## Stored data
::::::
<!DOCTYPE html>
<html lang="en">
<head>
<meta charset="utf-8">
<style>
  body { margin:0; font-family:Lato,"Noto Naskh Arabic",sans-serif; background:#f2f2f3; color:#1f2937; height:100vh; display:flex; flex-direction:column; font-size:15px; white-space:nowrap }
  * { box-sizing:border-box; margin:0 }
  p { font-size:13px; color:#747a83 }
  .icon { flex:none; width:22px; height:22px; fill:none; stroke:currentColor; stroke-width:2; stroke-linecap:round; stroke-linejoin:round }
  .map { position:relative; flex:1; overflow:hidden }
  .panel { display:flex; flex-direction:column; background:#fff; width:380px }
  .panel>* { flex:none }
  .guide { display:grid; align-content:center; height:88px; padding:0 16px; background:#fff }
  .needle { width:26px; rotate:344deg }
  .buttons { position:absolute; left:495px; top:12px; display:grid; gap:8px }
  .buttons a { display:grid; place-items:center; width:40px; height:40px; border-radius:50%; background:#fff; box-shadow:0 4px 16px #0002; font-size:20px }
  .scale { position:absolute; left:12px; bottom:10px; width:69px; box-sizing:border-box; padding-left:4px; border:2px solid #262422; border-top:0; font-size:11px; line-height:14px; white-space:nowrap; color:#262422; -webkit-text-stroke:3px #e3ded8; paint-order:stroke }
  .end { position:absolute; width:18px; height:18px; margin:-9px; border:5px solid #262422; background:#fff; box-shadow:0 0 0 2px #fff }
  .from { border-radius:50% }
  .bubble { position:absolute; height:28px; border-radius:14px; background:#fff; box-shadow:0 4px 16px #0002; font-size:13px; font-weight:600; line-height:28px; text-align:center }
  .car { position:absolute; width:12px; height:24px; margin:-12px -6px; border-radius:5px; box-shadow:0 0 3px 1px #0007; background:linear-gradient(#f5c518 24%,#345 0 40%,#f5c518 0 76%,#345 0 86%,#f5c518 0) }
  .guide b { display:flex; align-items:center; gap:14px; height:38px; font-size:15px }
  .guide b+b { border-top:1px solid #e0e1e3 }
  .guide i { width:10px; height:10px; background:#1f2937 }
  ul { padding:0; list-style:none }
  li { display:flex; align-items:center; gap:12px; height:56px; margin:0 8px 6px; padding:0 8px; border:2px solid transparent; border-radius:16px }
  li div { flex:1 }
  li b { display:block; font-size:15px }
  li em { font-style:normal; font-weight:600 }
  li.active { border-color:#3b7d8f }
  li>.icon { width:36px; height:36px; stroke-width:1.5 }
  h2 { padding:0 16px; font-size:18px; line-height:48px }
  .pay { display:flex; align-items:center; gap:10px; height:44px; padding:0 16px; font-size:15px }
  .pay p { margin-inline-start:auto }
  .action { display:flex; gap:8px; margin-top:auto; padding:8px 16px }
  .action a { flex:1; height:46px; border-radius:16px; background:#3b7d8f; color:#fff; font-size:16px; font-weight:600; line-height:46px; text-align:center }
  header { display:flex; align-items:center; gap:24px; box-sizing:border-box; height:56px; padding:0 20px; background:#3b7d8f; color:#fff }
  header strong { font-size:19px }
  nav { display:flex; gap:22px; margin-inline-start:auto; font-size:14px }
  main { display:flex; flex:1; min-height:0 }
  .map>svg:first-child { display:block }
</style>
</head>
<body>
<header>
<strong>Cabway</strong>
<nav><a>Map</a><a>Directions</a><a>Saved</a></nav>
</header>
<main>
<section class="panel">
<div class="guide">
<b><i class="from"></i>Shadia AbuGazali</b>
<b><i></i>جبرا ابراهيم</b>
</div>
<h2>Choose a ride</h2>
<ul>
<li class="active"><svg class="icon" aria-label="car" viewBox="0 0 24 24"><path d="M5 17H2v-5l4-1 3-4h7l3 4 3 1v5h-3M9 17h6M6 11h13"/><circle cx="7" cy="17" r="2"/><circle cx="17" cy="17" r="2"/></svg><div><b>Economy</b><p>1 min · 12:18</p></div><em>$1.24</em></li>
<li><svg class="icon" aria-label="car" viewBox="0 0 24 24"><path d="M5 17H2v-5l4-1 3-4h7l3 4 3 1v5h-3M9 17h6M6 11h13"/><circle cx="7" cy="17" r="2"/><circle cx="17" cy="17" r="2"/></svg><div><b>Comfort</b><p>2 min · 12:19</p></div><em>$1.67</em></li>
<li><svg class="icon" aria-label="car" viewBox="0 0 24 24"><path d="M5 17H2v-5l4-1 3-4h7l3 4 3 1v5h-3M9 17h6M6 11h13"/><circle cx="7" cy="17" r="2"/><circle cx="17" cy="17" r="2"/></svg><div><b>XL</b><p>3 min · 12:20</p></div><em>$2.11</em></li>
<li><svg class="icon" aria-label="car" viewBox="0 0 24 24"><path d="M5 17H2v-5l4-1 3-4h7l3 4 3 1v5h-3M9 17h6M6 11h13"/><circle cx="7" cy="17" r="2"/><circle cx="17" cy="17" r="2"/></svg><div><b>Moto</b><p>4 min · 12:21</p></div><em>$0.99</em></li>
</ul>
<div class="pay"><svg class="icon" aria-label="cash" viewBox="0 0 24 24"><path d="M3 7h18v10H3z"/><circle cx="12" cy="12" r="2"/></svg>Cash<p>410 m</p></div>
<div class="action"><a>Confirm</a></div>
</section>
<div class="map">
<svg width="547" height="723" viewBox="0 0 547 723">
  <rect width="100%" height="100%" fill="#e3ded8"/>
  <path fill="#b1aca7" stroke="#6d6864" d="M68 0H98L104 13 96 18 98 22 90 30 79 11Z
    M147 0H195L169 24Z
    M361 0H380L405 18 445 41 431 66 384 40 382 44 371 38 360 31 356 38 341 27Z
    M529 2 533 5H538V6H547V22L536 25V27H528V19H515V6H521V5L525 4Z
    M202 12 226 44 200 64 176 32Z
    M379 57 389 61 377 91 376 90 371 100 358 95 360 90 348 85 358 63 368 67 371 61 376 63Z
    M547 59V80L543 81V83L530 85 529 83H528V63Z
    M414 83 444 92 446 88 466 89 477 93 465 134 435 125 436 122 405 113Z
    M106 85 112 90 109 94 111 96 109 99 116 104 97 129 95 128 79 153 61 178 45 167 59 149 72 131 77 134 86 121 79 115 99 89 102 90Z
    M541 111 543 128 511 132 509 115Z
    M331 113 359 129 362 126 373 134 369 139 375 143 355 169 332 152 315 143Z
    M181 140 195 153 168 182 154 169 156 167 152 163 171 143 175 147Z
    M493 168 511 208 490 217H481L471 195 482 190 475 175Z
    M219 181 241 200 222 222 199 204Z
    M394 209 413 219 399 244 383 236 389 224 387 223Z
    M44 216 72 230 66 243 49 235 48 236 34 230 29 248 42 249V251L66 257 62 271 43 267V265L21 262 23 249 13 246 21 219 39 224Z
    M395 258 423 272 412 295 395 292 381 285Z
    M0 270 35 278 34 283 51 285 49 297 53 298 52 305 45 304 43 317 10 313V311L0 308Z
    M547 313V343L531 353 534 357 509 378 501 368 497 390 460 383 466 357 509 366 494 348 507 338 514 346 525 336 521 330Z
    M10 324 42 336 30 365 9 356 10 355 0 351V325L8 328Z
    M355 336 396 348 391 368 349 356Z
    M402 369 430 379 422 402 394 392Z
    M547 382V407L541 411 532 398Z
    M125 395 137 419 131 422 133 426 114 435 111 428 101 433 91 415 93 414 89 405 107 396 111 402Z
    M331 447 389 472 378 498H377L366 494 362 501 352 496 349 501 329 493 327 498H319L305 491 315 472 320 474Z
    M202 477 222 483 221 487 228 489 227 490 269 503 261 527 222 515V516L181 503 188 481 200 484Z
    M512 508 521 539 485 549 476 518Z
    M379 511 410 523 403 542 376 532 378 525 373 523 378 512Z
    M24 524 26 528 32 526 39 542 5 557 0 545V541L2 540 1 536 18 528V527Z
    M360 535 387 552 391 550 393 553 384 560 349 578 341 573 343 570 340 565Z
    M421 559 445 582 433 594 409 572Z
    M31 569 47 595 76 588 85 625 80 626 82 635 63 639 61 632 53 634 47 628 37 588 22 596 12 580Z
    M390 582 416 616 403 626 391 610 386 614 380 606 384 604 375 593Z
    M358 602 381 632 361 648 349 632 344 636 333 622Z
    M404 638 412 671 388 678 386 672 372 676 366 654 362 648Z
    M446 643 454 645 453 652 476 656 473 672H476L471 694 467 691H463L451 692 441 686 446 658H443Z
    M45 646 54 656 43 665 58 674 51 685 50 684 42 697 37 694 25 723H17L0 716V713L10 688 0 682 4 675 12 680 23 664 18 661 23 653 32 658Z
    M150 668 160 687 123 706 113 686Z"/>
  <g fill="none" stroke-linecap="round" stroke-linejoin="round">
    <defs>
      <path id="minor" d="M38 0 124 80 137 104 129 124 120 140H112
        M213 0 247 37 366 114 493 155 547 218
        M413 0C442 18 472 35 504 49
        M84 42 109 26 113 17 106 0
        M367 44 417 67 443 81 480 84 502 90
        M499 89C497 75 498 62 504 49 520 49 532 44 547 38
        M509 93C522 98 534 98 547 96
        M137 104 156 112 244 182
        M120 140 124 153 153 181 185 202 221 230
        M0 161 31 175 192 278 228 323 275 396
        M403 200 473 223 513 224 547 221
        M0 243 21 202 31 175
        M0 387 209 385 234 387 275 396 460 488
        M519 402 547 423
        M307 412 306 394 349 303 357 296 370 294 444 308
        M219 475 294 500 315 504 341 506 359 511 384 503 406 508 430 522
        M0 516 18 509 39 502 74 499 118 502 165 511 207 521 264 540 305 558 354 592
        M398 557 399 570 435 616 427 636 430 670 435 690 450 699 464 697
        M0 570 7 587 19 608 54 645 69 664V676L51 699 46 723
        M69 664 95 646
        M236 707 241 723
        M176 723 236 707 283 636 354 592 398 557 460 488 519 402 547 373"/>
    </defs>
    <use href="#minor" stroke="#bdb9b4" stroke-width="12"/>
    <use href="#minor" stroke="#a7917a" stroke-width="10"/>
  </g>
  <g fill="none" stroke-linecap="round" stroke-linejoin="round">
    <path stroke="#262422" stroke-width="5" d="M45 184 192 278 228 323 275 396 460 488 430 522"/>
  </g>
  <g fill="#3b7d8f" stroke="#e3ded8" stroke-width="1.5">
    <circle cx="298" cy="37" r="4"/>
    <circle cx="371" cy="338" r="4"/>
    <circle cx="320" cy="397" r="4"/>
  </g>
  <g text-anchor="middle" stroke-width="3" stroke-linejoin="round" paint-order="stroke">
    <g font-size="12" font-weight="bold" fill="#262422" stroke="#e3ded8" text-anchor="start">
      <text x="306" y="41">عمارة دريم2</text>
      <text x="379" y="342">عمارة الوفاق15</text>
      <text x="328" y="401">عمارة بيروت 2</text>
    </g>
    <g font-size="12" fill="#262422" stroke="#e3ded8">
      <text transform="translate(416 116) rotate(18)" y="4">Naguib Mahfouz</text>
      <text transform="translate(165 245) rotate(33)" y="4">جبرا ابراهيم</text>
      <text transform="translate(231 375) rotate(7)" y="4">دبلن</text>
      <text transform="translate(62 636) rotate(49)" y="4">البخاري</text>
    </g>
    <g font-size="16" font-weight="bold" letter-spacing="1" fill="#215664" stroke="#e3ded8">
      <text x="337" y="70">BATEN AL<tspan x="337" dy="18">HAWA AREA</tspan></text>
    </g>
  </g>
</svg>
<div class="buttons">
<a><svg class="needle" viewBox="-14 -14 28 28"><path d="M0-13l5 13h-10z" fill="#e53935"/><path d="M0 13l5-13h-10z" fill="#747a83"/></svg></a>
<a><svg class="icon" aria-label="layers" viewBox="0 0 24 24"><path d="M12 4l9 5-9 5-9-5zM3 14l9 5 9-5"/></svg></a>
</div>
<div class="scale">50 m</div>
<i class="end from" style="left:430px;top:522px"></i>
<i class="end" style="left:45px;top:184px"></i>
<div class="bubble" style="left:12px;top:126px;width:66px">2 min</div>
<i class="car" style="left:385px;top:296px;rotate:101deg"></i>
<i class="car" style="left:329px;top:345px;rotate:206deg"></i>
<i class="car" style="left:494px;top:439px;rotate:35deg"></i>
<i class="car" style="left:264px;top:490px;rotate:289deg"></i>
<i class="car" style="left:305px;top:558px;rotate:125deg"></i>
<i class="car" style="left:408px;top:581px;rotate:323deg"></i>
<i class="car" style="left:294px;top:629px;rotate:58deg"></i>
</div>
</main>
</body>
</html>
::::::
## Task requirements
Search the records for the word "shadow", then list every line that has it.

## Your solution
  .buttons a { display:grid; place-items:center; width:40px; height:40px; border-radius:50%; background:#fff; box-shadow:0 4px 16px #0002; font-size:20px }
  .end { position:absolute; width:18px; height:18px; margin:-9px; border:5px solid #262422; background:#fff; box-shadow:0 0 0 2px #fff }
  .bubble { position:absolute; height:28px; border-radius:14px; background:#fff; box-shadow:0 4px 16px #0002; font-size:13px; font-weight:600; line-height:28px; text-align:center }
  .car { position:absolute; width:12px; height:24px; margin:-12px -6px; border-radius:5px; box-shadow:0 0 3px 1px #0007; background:linear-gradient(#f5c518 24%,#345 0 40%,#f5c518 0 76%,#345 0 86%,#f5c518 0) }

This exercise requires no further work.